On the definition of the direct sum of not necessarily abelian groups

Question

Consider the following definition for the direct sum of groups:
Definition. Let $(A_i)_{i\in I}$ be a family of groups. Then we define the direct sum of the family $(A_i)_{i\in I}$ as the subgroup of the direct product $\displaystyle \prod_{i\in I}A_i$ that contains all the elements $(a_i)$ such that there are only finitely many $i$ such that $a_i$ is not the identity element of $A_i$.
Does this definition make sense for families of groups that are not necessarily abelian (I know that this definition commonly applies to families of abelian groups)? My understanding is the following: this is going to be a subgroup of the direct product even if the groups are not abelian, but it will not retain the properties it has if all the groups are abelian. If we want to retain the properties of the direct sum of abelian groups, then we have to use the free product, which is a different construction from the one in my definition. So, am I right?

Answer 1

Yes, you are right. There is a notion of direct sums of (infinitely many) groups, see e.g. Wikipedia, though in my eyes it could be an ambiguous term, as one usually uses speaks about coproducts when people talk about direct sums.

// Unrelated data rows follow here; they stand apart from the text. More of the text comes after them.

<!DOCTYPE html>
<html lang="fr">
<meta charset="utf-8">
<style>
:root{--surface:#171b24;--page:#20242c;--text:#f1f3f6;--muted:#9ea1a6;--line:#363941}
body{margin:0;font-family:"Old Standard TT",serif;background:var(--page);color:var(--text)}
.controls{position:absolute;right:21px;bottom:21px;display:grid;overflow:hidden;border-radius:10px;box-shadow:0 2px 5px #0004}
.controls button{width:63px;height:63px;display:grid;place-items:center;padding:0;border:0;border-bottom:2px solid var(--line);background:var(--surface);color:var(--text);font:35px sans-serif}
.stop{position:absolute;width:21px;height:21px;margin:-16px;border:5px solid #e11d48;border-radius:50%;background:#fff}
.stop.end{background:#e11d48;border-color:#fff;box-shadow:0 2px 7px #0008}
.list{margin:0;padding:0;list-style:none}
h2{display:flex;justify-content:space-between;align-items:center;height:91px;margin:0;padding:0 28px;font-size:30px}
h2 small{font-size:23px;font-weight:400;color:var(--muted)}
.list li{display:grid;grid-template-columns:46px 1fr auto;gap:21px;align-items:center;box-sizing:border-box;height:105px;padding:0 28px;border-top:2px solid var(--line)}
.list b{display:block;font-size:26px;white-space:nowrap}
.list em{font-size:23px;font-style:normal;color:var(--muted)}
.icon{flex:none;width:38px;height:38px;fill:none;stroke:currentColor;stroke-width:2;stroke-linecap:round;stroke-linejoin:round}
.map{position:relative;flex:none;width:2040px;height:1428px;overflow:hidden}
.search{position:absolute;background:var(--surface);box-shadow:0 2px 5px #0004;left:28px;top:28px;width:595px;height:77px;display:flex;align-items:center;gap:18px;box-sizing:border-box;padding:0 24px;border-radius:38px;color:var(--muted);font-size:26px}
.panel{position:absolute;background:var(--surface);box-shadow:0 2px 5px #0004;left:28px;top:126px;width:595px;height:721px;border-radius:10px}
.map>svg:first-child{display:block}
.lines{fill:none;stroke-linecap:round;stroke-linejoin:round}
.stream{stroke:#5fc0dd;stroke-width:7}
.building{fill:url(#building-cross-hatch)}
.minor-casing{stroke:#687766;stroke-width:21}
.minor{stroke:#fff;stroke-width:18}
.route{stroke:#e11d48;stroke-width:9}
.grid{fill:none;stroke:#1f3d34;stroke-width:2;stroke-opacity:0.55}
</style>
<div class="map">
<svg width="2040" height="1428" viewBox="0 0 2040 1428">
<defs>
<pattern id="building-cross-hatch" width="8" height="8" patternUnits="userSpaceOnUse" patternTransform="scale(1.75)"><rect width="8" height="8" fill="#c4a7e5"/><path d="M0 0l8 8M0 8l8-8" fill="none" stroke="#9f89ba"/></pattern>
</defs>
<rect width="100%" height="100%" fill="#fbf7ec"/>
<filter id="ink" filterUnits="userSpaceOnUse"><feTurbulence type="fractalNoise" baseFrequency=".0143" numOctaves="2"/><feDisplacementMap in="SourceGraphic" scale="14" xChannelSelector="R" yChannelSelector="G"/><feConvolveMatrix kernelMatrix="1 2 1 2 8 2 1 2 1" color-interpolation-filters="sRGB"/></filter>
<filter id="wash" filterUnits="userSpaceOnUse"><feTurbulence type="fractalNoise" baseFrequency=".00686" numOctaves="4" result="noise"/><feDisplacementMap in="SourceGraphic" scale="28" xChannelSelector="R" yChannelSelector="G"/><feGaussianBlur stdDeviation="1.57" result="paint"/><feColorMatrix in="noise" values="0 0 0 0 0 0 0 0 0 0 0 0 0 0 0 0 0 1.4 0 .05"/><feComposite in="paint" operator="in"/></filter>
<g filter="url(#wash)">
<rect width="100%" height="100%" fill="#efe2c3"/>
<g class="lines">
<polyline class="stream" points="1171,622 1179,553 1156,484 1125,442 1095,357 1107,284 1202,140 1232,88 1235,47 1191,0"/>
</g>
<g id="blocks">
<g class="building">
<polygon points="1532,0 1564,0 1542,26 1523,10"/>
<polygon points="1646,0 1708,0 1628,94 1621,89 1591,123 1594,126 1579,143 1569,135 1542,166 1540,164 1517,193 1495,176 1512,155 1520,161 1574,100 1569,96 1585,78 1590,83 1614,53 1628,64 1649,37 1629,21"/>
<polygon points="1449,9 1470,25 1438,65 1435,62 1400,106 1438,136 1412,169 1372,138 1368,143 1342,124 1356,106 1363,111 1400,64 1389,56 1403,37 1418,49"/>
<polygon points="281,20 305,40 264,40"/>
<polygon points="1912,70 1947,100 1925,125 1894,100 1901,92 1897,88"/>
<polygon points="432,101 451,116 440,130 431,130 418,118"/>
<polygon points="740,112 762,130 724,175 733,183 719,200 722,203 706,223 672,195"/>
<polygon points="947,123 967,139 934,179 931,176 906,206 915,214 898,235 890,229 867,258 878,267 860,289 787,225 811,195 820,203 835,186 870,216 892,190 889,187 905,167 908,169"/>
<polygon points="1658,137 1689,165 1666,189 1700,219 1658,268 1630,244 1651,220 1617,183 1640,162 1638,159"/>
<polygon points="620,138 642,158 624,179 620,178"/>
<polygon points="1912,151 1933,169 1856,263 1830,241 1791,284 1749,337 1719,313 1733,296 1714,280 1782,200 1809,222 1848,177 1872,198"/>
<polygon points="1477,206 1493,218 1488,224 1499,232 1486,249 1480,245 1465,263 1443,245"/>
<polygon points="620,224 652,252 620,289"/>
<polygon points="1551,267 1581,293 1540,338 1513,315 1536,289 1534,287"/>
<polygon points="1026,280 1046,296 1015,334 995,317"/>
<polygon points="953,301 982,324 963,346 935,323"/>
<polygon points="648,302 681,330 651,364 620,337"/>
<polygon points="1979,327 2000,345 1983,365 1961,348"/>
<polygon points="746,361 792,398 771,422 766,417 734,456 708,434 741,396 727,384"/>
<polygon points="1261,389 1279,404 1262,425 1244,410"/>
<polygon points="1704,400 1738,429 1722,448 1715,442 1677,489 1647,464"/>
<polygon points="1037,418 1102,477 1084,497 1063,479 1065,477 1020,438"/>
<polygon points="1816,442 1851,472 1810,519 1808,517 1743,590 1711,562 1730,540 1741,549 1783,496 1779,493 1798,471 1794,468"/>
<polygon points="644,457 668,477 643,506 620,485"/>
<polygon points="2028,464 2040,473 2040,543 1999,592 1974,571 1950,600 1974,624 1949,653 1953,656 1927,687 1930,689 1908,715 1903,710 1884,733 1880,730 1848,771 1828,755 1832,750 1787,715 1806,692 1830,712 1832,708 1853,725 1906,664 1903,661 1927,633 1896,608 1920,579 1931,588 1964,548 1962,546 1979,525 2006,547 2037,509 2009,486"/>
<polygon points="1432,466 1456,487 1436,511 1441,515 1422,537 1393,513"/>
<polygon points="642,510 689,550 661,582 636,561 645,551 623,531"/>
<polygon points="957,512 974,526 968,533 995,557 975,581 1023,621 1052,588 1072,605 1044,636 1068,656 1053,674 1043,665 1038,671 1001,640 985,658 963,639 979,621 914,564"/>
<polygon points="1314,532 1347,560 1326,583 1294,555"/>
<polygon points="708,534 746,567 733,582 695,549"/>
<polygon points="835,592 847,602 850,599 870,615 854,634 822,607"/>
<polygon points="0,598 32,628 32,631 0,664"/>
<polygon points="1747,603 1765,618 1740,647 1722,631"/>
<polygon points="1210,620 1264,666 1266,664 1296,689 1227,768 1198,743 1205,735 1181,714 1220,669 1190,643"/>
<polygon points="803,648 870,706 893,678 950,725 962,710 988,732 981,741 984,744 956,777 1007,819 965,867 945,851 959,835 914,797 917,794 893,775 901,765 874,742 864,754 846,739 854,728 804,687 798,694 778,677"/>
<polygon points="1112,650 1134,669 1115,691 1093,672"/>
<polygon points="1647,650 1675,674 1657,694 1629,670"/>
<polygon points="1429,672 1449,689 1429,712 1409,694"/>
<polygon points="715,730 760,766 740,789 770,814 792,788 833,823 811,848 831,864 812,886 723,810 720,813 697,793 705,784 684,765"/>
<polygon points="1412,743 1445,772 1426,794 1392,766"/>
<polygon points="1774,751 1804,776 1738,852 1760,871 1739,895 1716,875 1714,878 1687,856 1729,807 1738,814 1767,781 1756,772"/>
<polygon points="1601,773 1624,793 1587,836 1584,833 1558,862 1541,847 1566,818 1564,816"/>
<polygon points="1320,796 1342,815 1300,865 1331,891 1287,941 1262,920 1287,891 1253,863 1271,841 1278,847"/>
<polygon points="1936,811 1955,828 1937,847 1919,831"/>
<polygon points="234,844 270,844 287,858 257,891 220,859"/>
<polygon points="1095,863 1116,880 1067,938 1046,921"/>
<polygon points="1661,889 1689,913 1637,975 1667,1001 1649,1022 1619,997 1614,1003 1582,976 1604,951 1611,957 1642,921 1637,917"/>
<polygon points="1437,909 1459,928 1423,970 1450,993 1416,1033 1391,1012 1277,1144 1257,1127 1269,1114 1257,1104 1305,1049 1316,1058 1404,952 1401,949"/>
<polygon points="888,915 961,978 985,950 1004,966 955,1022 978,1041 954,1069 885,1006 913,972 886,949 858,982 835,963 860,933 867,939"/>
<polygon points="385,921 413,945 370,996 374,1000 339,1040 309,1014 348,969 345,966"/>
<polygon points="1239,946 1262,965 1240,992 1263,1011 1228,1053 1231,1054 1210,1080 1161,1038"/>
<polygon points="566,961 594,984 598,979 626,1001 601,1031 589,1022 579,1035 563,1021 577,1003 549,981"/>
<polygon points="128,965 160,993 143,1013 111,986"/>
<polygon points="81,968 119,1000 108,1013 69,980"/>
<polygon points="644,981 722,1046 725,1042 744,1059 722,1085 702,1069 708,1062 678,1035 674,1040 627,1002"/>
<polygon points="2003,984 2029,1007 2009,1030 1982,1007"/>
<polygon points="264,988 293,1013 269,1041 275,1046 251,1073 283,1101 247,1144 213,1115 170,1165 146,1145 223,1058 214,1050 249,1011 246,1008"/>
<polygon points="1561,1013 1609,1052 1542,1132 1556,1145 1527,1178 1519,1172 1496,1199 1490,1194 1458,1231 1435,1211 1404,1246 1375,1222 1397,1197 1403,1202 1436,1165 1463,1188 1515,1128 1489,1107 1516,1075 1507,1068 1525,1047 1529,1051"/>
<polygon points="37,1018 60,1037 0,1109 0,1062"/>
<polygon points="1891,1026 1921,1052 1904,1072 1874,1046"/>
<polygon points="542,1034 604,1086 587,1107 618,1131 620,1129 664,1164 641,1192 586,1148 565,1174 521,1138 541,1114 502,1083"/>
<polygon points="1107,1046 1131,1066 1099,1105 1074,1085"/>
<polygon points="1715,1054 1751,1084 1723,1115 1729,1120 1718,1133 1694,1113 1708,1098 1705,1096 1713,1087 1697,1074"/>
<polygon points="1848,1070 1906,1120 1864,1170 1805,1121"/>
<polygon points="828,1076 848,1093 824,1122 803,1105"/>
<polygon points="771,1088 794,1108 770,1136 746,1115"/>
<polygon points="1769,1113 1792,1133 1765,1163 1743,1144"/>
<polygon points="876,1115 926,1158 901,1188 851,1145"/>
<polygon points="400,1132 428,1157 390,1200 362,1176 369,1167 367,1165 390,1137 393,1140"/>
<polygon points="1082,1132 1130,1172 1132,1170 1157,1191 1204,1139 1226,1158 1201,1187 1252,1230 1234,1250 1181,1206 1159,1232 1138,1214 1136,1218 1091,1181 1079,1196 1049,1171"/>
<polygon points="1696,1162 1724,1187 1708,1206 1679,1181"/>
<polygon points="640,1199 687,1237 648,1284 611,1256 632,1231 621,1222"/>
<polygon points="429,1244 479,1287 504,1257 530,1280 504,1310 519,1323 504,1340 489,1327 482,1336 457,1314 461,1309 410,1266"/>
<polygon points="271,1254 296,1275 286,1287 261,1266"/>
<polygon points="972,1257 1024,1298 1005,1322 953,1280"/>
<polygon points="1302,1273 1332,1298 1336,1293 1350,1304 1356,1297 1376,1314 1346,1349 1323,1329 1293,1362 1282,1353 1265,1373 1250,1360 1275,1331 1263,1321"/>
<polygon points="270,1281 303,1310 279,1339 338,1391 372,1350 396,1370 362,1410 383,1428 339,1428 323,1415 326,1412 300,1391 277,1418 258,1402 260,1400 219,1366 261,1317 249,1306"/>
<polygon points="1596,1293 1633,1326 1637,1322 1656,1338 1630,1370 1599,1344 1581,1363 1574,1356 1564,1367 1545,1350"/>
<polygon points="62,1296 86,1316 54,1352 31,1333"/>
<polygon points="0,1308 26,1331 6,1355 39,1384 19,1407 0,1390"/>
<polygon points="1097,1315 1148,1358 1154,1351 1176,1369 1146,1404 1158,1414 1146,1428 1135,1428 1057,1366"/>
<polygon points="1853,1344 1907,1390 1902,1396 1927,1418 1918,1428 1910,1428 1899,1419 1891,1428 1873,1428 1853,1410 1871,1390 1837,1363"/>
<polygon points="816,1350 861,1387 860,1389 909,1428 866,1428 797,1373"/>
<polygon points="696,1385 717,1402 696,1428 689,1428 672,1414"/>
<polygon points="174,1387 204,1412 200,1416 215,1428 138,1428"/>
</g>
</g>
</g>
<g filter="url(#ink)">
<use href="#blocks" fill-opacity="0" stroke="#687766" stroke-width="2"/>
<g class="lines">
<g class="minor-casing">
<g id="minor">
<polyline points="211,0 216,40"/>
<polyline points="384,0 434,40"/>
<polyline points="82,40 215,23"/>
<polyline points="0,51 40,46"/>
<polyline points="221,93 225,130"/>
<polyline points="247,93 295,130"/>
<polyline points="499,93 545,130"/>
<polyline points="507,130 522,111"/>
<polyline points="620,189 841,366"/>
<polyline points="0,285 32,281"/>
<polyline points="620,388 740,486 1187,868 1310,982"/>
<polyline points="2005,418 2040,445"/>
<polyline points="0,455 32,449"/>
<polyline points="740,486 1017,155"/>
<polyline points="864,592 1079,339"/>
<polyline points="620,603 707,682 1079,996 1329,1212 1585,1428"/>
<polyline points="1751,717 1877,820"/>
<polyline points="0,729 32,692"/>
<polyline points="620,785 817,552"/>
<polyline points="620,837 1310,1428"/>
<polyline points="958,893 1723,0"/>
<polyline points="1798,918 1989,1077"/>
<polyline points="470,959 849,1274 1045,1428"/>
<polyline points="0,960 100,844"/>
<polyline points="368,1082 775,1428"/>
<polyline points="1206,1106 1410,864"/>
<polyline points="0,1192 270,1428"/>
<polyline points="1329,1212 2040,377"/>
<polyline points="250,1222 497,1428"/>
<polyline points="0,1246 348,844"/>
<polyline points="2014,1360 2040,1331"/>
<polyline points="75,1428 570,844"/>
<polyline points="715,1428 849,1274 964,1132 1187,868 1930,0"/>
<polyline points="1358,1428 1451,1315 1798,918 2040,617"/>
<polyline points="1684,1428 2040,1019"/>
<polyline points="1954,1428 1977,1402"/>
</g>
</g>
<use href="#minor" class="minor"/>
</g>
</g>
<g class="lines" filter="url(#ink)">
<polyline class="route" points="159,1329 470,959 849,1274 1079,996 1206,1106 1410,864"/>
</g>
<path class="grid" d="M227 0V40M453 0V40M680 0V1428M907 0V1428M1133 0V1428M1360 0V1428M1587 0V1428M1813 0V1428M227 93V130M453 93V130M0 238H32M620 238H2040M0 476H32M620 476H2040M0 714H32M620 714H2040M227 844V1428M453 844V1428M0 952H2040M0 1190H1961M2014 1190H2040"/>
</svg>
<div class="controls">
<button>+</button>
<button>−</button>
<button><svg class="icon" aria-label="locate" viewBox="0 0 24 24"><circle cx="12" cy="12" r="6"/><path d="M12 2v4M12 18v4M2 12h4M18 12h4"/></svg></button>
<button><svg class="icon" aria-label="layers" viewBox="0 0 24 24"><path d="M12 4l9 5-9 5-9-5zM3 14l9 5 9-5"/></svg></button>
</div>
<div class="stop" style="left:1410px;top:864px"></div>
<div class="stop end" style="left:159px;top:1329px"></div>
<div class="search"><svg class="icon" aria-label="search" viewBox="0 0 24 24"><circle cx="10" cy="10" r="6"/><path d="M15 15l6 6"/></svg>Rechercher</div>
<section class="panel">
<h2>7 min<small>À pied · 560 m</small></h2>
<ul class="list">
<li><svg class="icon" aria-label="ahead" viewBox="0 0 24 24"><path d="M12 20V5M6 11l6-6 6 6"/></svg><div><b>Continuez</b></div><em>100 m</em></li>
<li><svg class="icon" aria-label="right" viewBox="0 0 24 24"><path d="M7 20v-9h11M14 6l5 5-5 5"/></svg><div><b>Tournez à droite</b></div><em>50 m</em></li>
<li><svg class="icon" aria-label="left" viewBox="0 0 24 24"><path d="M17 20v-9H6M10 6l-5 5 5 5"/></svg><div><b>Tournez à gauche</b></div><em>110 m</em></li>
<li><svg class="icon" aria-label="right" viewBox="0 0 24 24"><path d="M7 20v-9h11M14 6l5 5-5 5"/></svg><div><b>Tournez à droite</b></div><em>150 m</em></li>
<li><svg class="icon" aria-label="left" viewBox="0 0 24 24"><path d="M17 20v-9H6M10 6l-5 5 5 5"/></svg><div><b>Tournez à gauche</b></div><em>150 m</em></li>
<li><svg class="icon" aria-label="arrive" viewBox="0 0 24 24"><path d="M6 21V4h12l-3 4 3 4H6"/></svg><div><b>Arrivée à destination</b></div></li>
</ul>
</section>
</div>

You are also right that this definition does not satisfy the universal property of coproducts. As you noted, the coproduct in the category of groups $\mathbf{Grp}$ is given by the free product. Since coproducts (of the same components) are canonically isomorphic, surely your notion is not the coproduct in $\mathbf{Grp}$.

That is, the forgetful functor $\mathbf{Ab} \to \mathbf{Grp}$ is not cocontinuous (i.e. does not preserve small colimits) which in particular shows that it does not admit a right adjoint.